DESCRIPTION OF THE TASK
Each line holding the string "evenodd" is to be copied from the data.

SOURCE DATA
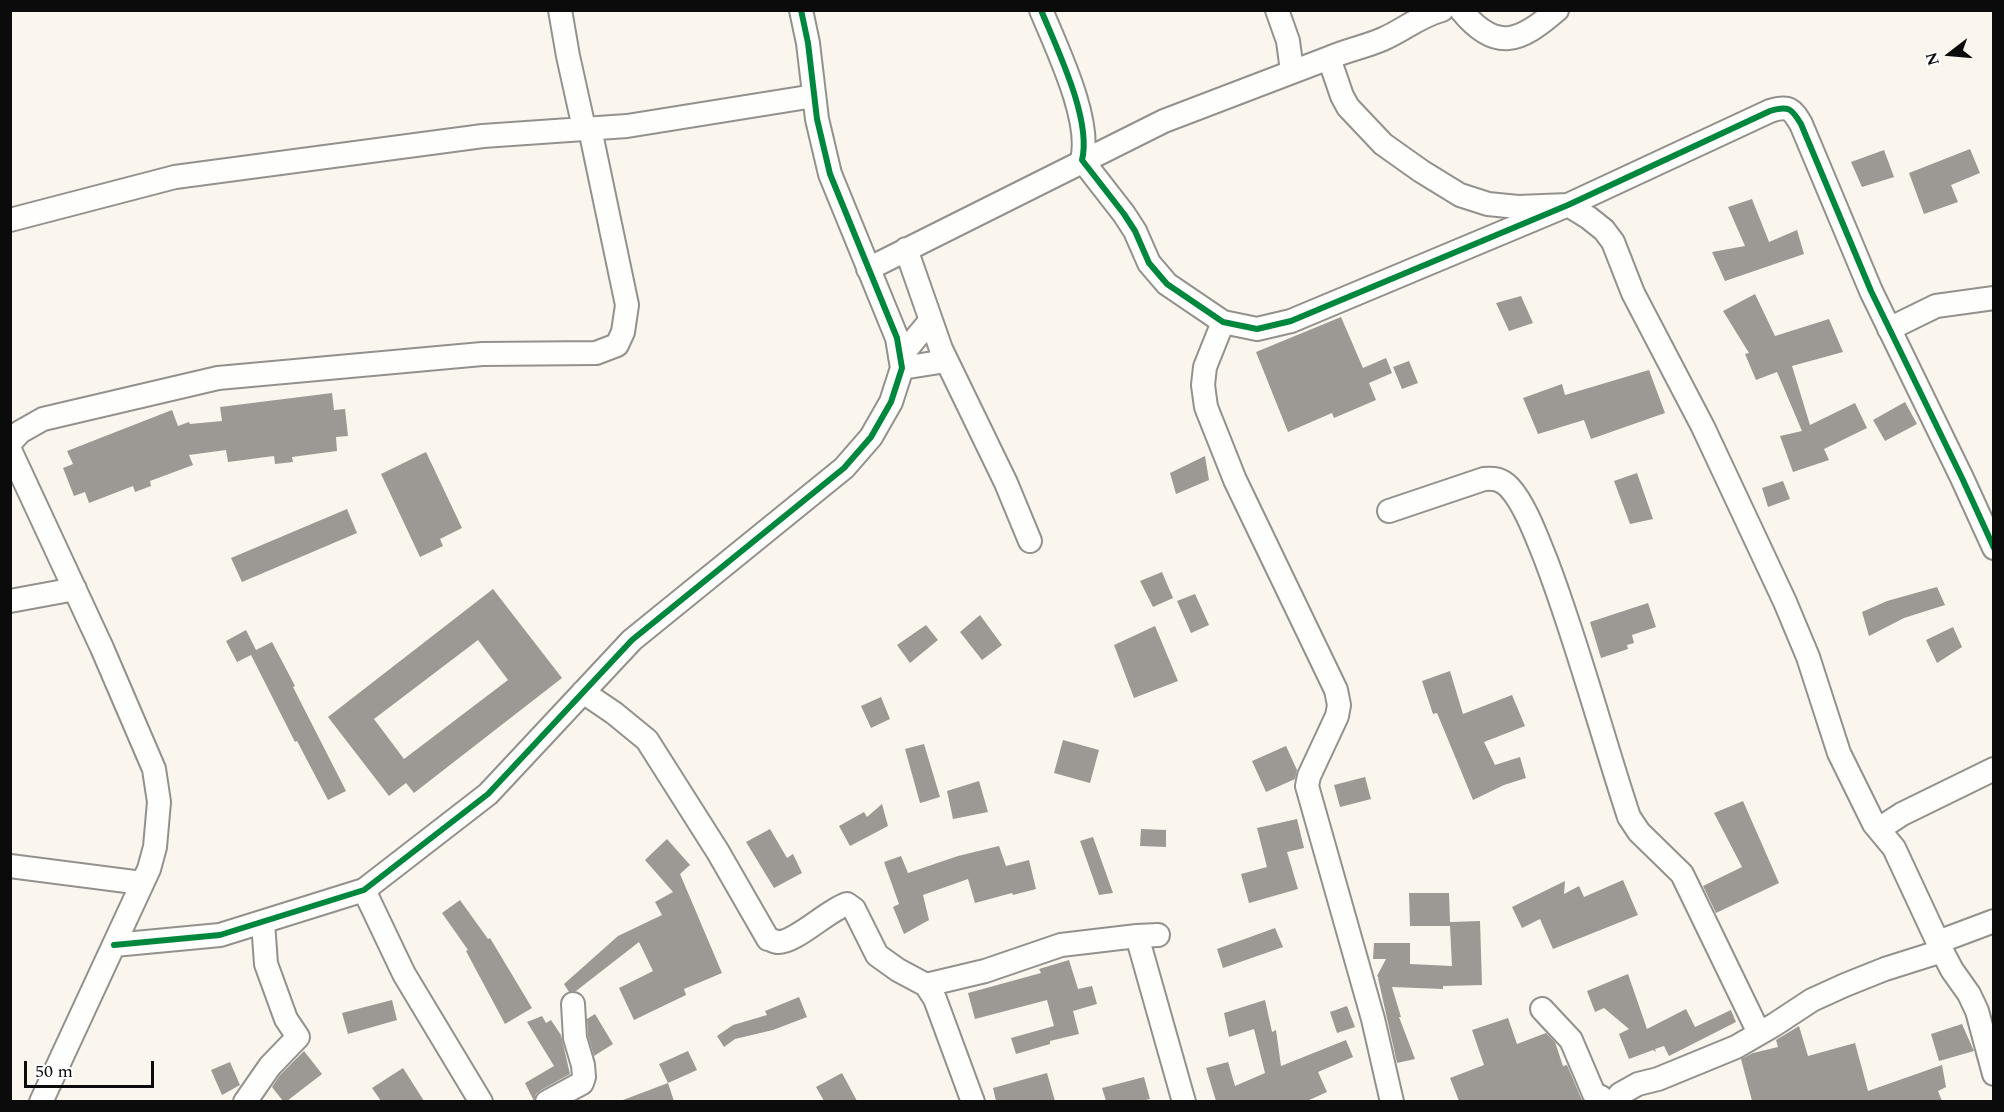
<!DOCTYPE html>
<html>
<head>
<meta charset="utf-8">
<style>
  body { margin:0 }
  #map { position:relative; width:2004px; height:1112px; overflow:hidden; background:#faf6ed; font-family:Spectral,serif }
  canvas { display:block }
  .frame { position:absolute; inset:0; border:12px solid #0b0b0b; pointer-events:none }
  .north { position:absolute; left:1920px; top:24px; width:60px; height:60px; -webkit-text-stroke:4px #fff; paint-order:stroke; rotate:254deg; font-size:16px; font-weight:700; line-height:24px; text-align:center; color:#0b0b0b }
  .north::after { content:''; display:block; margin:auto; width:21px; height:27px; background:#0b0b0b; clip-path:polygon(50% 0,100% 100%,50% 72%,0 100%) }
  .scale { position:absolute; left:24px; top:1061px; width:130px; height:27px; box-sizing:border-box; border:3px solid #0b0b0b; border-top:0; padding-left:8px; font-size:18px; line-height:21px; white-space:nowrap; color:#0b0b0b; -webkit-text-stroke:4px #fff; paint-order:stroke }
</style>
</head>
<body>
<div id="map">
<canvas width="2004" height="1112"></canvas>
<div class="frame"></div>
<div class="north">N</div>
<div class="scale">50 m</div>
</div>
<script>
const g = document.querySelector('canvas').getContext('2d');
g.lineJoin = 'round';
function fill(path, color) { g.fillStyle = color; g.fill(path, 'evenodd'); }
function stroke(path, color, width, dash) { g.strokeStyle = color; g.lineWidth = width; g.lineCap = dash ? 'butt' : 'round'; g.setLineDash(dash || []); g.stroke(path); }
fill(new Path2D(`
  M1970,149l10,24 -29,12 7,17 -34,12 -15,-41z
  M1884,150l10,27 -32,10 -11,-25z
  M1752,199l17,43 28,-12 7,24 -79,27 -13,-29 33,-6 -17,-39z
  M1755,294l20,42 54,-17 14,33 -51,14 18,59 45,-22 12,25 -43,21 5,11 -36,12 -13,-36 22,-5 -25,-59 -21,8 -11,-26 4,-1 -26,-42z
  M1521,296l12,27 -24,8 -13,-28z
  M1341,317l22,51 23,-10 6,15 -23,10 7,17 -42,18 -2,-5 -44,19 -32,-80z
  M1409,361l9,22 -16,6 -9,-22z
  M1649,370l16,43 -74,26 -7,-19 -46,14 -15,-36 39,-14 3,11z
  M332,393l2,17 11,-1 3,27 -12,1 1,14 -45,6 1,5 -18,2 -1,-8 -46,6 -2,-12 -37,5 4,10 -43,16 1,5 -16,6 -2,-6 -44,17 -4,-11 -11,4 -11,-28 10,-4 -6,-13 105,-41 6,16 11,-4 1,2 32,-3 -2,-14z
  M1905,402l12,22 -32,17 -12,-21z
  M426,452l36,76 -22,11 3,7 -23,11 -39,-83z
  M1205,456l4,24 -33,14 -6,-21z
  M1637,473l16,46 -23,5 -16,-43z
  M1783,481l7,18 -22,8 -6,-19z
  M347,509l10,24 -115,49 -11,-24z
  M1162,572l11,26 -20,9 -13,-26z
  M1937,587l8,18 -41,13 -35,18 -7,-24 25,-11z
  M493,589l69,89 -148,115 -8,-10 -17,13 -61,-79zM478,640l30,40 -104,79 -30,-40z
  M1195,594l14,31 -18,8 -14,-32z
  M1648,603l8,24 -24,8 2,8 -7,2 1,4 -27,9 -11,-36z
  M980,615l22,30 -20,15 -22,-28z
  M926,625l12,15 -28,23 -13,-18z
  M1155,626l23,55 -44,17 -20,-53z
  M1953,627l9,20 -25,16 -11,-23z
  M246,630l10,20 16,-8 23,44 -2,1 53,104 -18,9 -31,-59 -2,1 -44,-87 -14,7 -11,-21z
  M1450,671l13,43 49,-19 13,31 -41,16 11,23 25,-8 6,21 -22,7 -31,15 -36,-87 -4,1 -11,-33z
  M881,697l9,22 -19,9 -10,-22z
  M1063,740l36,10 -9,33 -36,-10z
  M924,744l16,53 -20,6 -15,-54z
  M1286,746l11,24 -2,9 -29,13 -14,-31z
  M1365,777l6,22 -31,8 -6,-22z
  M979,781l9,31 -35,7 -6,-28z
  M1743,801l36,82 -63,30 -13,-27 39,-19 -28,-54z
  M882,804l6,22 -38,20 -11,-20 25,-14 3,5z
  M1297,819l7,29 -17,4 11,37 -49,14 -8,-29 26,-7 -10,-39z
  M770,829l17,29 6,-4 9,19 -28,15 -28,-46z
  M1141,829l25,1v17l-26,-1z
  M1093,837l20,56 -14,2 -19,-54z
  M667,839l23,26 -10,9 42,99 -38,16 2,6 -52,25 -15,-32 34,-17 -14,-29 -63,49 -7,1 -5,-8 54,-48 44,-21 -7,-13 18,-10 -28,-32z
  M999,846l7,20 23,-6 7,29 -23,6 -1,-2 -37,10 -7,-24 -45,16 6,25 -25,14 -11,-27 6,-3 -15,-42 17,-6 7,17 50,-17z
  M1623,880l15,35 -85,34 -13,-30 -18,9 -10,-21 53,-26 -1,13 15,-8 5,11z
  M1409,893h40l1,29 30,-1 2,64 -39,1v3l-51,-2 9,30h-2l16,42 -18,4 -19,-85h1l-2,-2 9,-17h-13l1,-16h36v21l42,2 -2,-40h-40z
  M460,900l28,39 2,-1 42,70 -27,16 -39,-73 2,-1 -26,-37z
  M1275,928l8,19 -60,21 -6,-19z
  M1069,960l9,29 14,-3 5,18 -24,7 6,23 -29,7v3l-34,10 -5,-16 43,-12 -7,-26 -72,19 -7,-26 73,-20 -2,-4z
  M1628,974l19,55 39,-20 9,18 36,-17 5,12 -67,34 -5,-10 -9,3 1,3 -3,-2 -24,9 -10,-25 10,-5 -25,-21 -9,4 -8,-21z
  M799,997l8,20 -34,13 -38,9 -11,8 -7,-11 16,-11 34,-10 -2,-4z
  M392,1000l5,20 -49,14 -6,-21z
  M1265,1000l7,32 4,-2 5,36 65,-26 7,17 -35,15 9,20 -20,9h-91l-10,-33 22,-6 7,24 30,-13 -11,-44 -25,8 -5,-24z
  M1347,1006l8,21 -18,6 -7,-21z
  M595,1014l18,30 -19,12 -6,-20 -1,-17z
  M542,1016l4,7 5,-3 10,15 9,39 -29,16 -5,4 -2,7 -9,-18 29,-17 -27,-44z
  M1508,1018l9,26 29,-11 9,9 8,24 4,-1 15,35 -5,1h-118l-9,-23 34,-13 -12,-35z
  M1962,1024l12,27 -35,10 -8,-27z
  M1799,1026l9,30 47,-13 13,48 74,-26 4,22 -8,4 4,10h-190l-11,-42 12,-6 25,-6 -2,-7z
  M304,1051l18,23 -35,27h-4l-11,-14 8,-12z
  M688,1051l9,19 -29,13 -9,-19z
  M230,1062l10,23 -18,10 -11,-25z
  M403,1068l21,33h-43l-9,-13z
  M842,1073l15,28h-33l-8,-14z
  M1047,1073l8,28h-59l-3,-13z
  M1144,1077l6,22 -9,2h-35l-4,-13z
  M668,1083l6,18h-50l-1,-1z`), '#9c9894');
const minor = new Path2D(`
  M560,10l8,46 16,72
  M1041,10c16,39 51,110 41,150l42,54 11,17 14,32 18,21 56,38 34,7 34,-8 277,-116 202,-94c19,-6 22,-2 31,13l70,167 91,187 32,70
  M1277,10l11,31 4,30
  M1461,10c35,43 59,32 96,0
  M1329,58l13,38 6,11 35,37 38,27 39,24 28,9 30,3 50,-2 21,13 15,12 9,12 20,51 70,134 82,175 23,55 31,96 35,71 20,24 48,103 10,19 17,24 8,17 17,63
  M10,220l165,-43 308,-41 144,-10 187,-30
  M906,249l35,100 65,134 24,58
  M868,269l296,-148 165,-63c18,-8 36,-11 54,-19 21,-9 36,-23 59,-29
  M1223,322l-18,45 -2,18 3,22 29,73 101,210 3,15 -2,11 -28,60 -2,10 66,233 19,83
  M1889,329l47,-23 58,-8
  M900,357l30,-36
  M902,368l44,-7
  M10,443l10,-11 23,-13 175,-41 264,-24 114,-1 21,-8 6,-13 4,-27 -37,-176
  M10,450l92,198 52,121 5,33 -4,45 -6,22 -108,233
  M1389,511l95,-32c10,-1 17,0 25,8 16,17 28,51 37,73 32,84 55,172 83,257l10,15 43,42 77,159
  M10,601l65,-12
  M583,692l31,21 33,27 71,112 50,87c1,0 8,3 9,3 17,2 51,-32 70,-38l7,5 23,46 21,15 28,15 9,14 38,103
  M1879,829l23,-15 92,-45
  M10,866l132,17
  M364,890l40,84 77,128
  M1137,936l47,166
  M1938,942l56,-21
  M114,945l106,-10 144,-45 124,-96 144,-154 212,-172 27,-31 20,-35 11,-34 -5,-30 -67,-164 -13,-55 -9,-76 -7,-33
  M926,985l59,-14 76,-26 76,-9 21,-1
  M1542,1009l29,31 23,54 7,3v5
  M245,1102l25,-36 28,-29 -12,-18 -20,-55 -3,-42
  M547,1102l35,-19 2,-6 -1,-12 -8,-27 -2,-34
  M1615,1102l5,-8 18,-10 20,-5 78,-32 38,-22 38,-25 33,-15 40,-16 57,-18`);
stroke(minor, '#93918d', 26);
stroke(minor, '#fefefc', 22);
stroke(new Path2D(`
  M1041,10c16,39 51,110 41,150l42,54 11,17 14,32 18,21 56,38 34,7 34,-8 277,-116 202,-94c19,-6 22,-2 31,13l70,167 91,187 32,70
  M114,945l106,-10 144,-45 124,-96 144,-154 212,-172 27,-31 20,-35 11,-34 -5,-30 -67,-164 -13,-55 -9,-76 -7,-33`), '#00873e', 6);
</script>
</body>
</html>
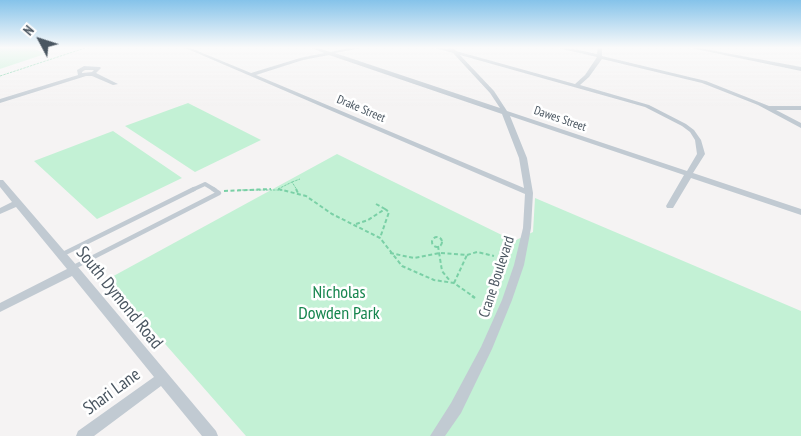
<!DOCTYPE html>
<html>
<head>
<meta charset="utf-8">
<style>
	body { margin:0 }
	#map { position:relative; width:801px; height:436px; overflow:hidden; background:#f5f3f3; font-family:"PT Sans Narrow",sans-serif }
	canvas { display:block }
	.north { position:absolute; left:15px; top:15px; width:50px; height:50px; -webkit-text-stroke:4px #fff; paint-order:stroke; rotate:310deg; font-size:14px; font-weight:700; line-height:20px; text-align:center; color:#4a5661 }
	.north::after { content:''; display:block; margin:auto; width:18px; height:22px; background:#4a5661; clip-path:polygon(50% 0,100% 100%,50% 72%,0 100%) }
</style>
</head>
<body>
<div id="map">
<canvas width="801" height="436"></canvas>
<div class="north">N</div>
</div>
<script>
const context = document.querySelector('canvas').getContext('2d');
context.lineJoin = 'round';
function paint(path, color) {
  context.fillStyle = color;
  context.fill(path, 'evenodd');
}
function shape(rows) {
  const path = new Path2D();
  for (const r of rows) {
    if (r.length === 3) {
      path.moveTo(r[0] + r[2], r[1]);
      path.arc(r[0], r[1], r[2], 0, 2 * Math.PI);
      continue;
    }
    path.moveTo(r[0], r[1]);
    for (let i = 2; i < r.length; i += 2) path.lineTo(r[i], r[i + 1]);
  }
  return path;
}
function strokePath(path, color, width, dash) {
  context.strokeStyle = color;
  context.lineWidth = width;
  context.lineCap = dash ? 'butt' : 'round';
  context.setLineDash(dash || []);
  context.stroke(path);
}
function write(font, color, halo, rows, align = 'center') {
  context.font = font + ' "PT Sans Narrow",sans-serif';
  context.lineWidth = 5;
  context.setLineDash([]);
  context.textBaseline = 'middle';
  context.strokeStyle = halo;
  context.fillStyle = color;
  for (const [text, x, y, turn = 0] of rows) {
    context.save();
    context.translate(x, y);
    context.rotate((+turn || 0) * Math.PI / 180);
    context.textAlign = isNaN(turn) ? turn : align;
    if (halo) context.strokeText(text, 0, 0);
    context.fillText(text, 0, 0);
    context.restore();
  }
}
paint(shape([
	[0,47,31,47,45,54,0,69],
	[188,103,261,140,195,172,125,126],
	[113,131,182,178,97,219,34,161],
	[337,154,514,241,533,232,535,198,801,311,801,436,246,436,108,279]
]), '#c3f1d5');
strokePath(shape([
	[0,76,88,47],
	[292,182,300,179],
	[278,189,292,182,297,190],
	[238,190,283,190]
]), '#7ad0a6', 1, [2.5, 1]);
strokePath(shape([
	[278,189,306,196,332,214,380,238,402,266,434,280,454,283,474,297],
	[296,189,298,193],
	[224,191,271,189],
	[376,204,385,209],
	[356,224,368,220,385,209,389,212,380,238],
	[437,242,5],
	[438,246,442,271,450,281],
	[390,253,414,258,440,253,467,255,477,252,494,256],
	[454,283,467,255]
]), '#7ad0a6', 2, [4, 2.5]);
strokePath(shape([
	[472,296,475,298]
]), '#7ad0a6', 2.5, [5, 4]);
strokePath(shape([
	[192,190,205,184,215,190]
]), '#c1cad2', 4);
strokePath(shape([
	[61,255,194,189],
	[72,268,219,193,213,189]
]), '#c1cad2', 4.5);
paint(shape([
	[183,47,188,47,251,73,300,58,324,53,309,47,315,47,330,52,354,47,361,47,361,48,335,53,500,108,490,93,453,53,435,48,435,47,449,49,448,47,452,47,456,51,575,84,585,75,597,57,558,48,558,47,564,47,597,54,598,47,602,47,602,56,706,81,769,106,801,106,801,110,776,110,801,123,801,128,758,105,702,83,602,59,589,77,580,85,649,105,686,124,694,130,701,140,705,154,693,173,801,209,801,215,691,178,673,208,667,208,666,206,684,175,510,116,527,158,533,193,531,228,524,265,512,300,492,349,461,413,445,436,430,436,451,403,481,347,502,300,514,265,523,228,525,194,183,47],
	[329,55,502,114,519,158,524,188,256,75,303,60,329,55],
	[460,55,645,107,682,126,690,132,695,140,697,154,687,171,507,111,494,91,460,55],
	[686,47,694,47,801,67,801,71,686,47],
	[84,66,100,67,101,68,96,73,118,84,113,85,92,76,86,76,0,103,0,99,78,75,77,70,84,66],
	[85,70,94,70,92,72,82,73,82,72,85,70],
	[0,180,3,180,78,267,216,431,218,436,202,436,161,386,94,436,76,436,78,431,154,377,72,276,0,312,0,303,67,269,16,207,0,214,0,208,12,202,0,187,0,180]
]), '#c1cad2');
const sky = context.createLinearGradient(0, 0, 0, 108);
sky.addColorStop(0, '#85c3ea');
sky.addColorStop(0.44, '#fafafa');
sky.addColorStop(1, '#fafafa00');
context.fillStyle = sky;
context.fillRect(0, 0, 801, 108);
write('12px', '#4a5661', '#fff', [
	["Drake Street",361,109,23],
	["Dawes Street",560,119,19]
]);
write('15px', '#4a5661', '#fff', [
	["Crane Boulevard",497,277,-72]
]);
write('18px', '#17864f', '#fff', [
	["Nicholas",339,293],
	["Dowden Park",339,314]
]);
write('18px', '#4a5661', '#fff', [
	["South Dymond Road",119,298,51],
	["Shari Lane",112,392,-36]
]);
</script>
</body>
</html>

RESULT
function fill(path, color) { g.fillStyle = color; g.fill(path, 'evenodd'); }
  context.fill(path, 'evenodd');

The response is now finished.